Each entry is to be given again exactly; drop the images.
━━━━━ Data to process ━━━━━
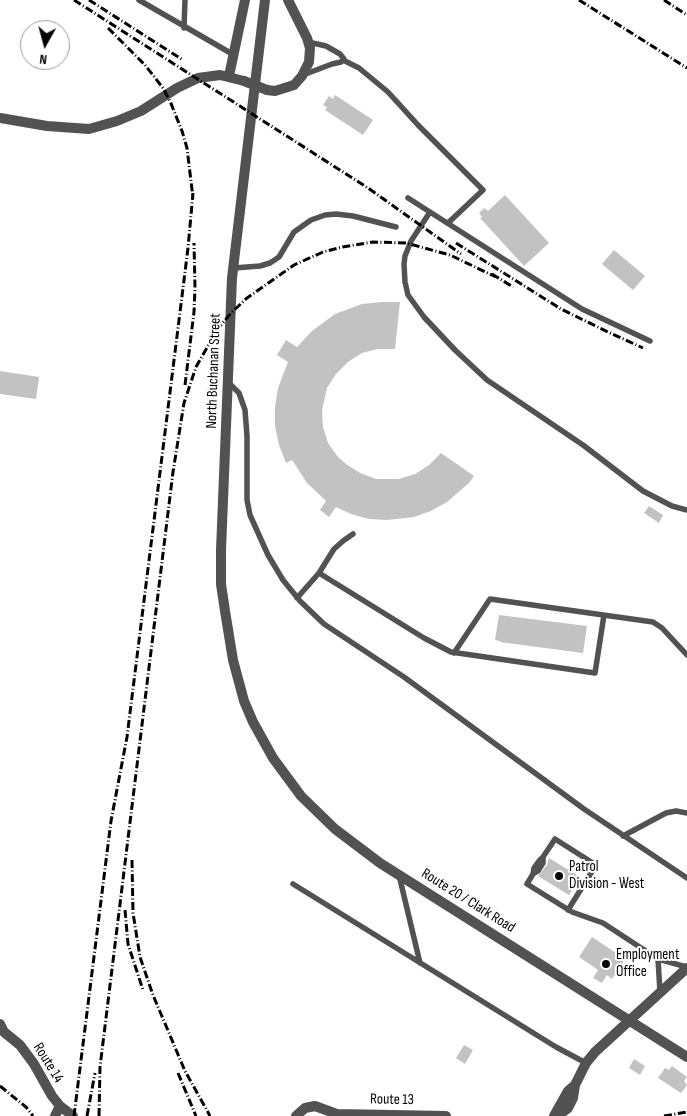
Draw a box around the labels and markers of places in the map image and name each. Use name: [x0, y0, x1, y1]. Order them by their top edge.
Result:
place label: Patrol Division - West: [569, 858, 644, 893]
marker: Patrol Division - West: [553, 870, 565, 882]
place label: Employment Office: [616, 946, 679, 981]
marker: Employment Office: [600, 958, 612, 970]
━━━━━
● Expected answer:
Draw a box around the labels and markers of places in the map image and name each. Use name: [x0, y0, x1, y1]. Order them by their top edge.
Result:
place label: Patrol Division - West: [569, 858, 644, 893]
marker: Patrol Division - West: [553, 870, 565, 882]
place label: Employment Office: [616, 946, 679, 981]
marker: Employment Office: [600, 958, 612, 970]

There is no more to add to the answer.